This blog was co-written by Chris Girdler and Lucy Blakemore

It’s no stranger to Instagram and known by many names: the Business building, the Dr Chau Chak Wing Building, the Gehry building, the Paper Bag. But for last week’s SXSW Sydney festival, Building 8 was dubbed UTS House.

Future trends and emerging technology from leading academics and industry experts were explored at this central point of the Goods Line. Representatives of the LX.lab team reached new highs in their step-counts as they took multiple trips down the never-working escalators to attend discussions on Tuesday and Thursday, with themes ranging from Fail Whale emojis and AI in Industry to super reefs and sticky, smelly biomaterials.

Entrepreneurship

UTS all-stars Yiying Lu and Murray Hurps shared their first-hand experience of creativity, entrepreneurship and what it means to be successful in the startup space. Yiying Lu started out as an international student at UTS and quickly found ways for her visual art work to pay off expensive student fees. Her illustration for a birthday card made waves over a decade ago as the ‘Fail Whale’ on Twitter, and she is one of the founders of the emoji-democratising Emojination.

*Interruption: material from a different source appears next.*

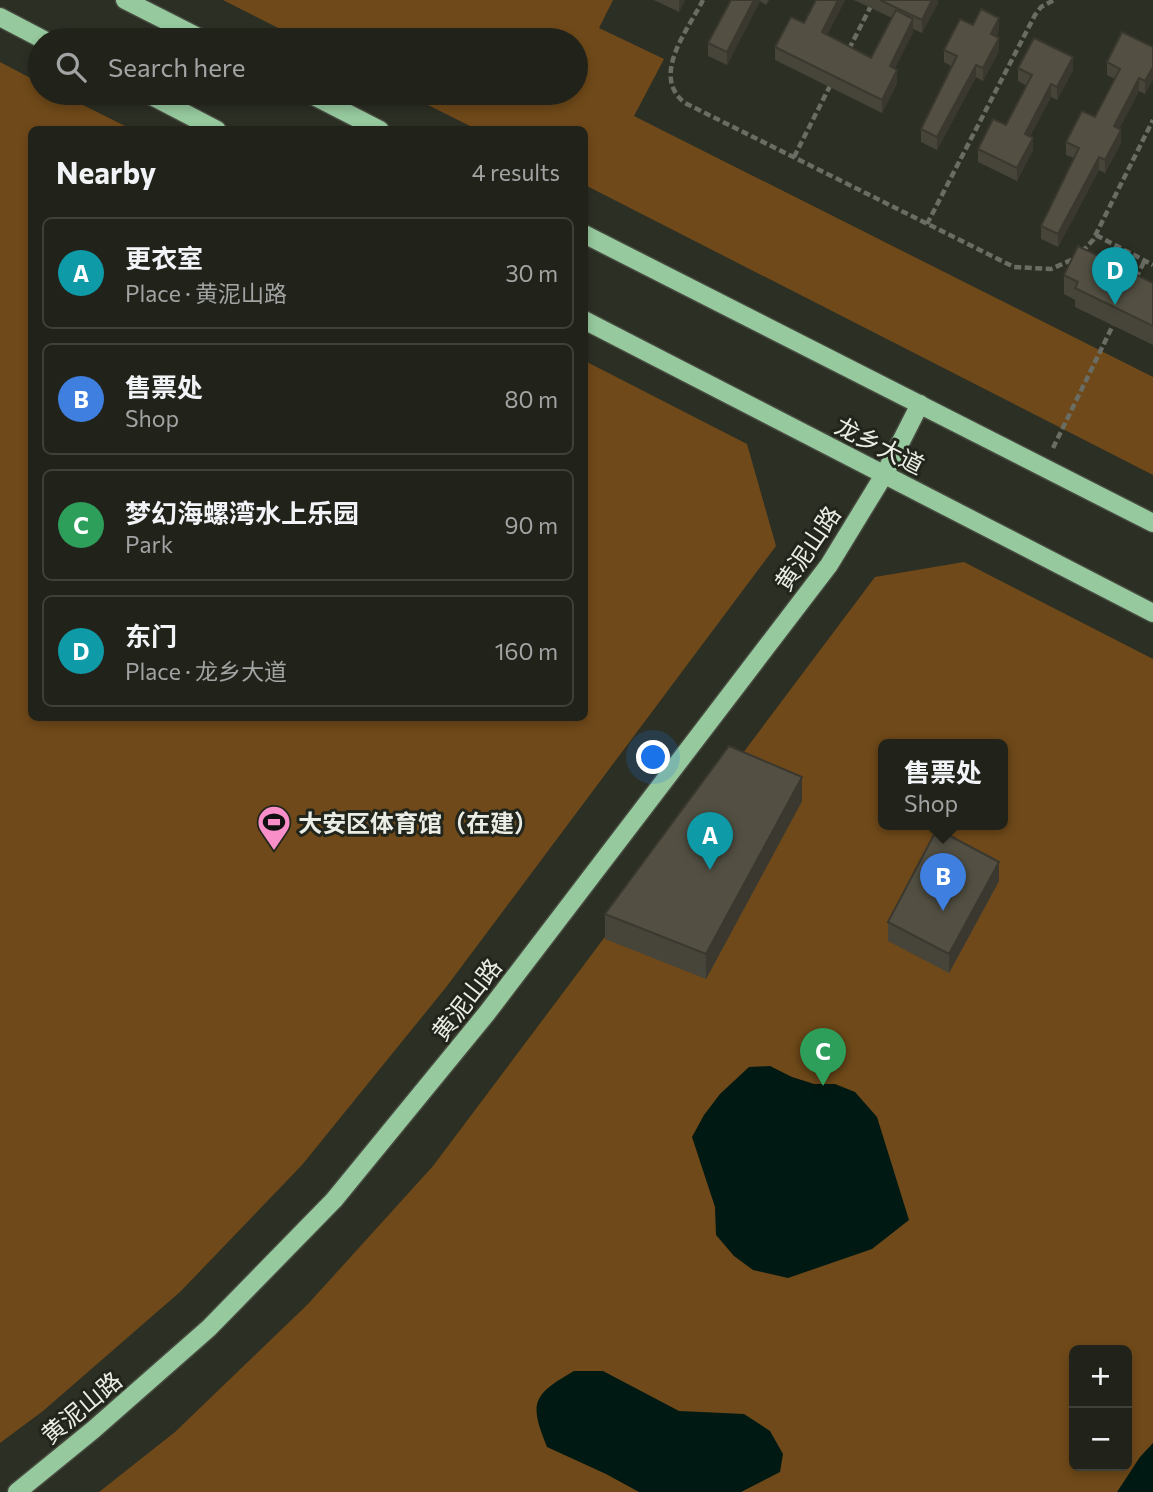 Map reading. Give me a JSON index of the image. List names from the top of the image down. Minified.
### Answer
{"streets":{"main road":["龙乡大道","黄泥山路"]},"crossings":[["龙乡大道","黄泥山路"]],"places":{"sports":["大安区体育馆（在建）"]},"page":{"search":"Search here","heading":["Nearby","4 results"],"list":[{"mark":"A","name":"更衣室","note":"Place · 黄泥山路","value":"30 m"},{"mark":"B","name":"售票处","note":"Shop","value":"80 m"},{"mark":"C","name":"梦幻海螺湾水上乐园","note":"Park","value":"90 m"},{"mark":"D","name":"东门","note":"Place · 龙乡大道","value":"160 m"}],"pins":["D","A","B","C"],"popup":["售票处","Shop"],"map_buttons":["+","−"]}}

This ‘fire-side chat’ showed how art and entrepreneurship can make for a great partnership – if you’re willing to put yourself out there. Likewise, technology should not be the enemy of art, even in a GenAI world.

If we use tech wisely, it can enhance human connection; if we only focus on fast results, we lose insights and the reasons we’re here.

Yiying Lu, emoji creator and award-winning artist

AI in Enterprise

What could a psychologist, a banker, and an academic have in common when it comes to the potential of AI in enterprise? Quite a bit, actually.

Embracing the Power of AI in Enterprise brought together Luiz Pizzato (Executive Manager AI Labs at Commonwealth Bank), Libby Roberts (Founder, Leap Forward) and Jie Lu (Director of UTS Australian Artificial Intelligence Institute (AAII). Collectively they gave us insights into the latest advancements, challenges and exciting potential that AI offers to revolutionise sectors such as manufacturing, transport, healthcare, finance and more. 

The session covered their entry points and current focus on AI, as well as ethics challenges and where things might go in the future. Their wide-ranging conversation included:

  • Using AI in the design & delivery of programs to support mental health & wellbeing
  • AI across the whole banking system, from forecasting future bills to flagging potential abuse in banking transactions
  • What AI can’t do (show authentic, human care and make judgements in context)
  • Protecting privacy and robust ethics (not ‘can we…?’ but ‘should we do it?’)

Sustainability

In Searching for the world’s super corals, Emma Camp from the Future Reefs Team presented an active intervention strategy for slowing the trajectory of the decline of coral reefs. Super corals were shown to be a key part of this, and the scaling up of restoration using mangrove corals involves learning from other systems and continued trials in controlled settings. We will be sharing more on this optimisation in the new year, as Emma is our current AiR (Academic in Residence) in collaboration with the LX.lab.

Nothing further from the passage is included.